Current literature has provided adequate conceptual framework of innovation within and between organisations, covering clusters and regional levels. However, not many studies emphasise the innovation process of late comers in emerging economies, in particular regions in shortage of innovation resources. For example, in China, though open innovation can be effective approach for companies to share knowledge, without existing collaboration network and external support, it is difficult to achieve high performance. The studies of innovation ecosystem highlight network expansion and renewal based on existing partnership. Triple helix and policy studies demonstrate non-linear interaction, however, the details of how local government’s role should change along with different stages of the innovation ecosystem are not clear. Thus this research aims to contribute to the theory of innovation ecosystem from this perspective.
Research Methodology
Our research aims to find out the role of local government policy on the development of innovation ecosystem in knowledge resource scarce region. The nature of this topic requires for a theory-building approach with qualitative methodology, which can provide a deep understanding on significant issues which have not been explored (Yin, 2003). As innovation ecosystem is a concept dealing with multiple actors in a regional context, we select Changzhou city as the in-depth single case study. Changzhou is located in the southern part of Jiangsu Province, China. In 2016, its total GDP was 577.386 billion RMB, GDP per capita reaching 18,500 RMB. It has a permanent population of 4.7 million, of which 3.387 million are urban (urbanisation rate 71.8%). Currently there are 80,000 private enterprises, among which 13 enterprises have entered 500 strongest private enterprises in China (with more than 10 billion RMB annual income). In 2016, there were 1,231 high-tech enterprises in the city, with 15,349 patent applications and 2,865 patent authorisations. Changzhou ranks among the top 30 cities national wide, according to its comprehensive competitiveness (Changzhou Bureau of Statistics, 2017).
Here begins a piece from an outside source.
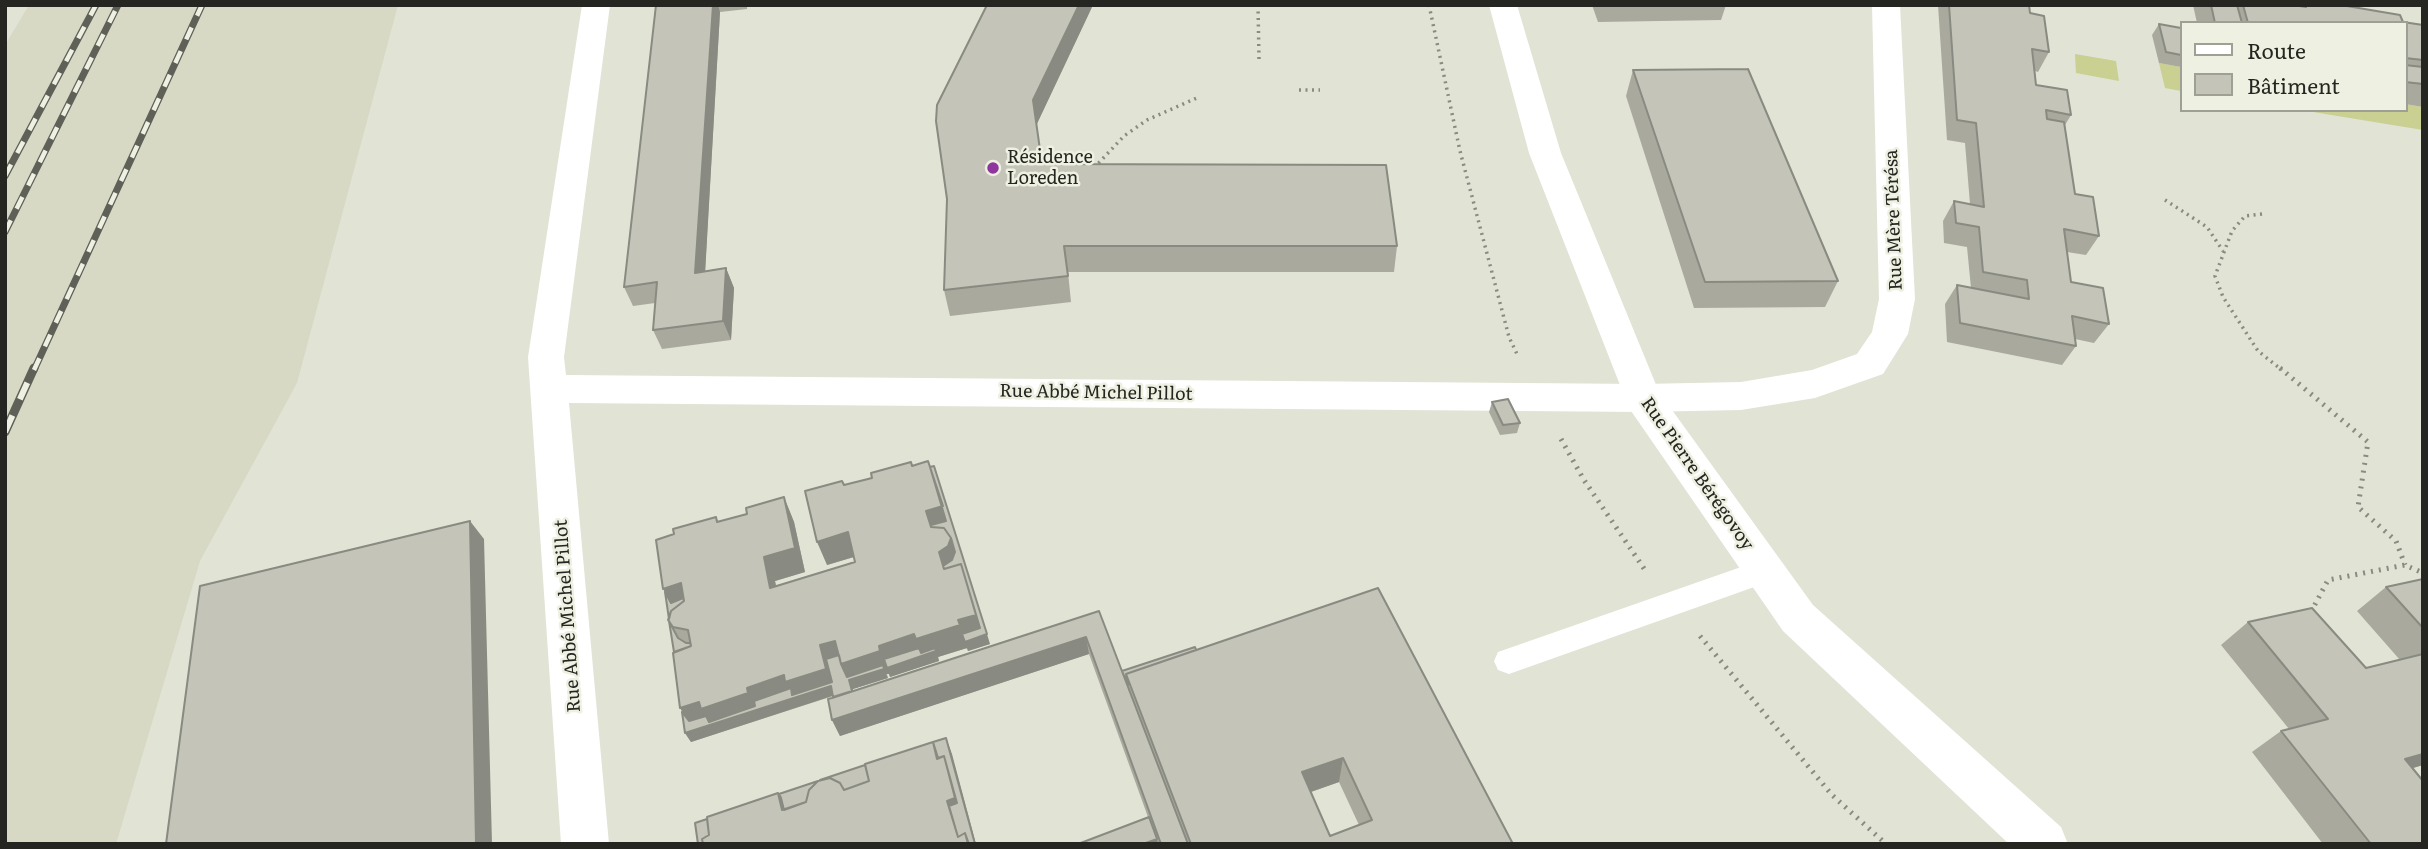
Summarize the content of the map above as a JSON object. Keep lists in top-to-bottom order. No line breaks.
{"streets":{"street":["Rue Mère Térésa","Rue Abbé Michel Pillot","Rue Pierre Bérégovoy"]},"crossings":[["Rue Mère Térésa","Rue Abbé Michel Pillot"],["Rue Mère Térésa","Rue Pierre Bérégovoy"],["Rue Abbé Michel Pillot","Rue Pierre Bérégovoy"]],"places":["Résidence Loreden"],"legend":["Route","Bâtiment"]}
There are several reasons to choose Changzhou city as the in-depth case study: (a) Changzhou, though located in the commercialised Yangtze River Delta of China, had very few universities before 2000, regarded as knowledge resource region. (b) Changzhou innovation ecosystem, starting from almost nothing has clearly experienced different phases (Ma, 2017). During 2001 and 2005, privately owned enterprises in Changzhou started to approach the local government, seeking help on science and technology resources. From 2006 to 2010, with series of polices issued, the ‘Changzhou model’ (Figure 1) was developed, combining science education and industry based on public service. With innovation ecosystem gradually mature, during 2011 and 2015, the Changzhou model was continuously expanded through internationalisation, aggregation of global resources, and participation of financial capital intermediaries. The dynamic process of Changzhou innovation ecosystem along with time provides opportunities of in-depth studies into each stage. Furthermore, its clear structure enables detailed exploration into the ecosystem, from government admin offices, universities and colleges, R&D institution, major firm and business enterprise and service provider perspectives. Table 1 is an illustration of Changzhou innovation ecosystem structure. (c) Local government plays an essential role in Changzhou innovation ecosystem, by issuing different policies at each stage. Analysis can be made to link the impact of policies to universities, research institutions and industry, and thus to the whole ecosystem on the regional level. (d) Since success, Changzhou innovation model has attracted nation-wide attention. It demonstrates good practice for regions which aim to upgrade towards high value-added performance by forming innovation ecosystem from limited knowledge resources. Polices derived from Changzhou case study can be potentially implemented in other regions. (e) Data access to Changzhou innovation ecosystem, including government reports, documents and interview to government admin office, university and companies is available for this research.

Examples of Actors in Changzhou Innovation Ecosystem
Our data collection method includes document review and interviews. To capture series of local policies and events related to innovation from 2001 to 2015, archival data was collected from Changzhou and Jiangsu province government statistics yearbooks, industry reports (provided by Changzhou Science and Technology Bureau) and press releases of interviewing Changzhou government officials. Both public archival data and company/government archival records were used. Meanwhile, semi-structured interviews were conducted with field visits to obtain primary case data.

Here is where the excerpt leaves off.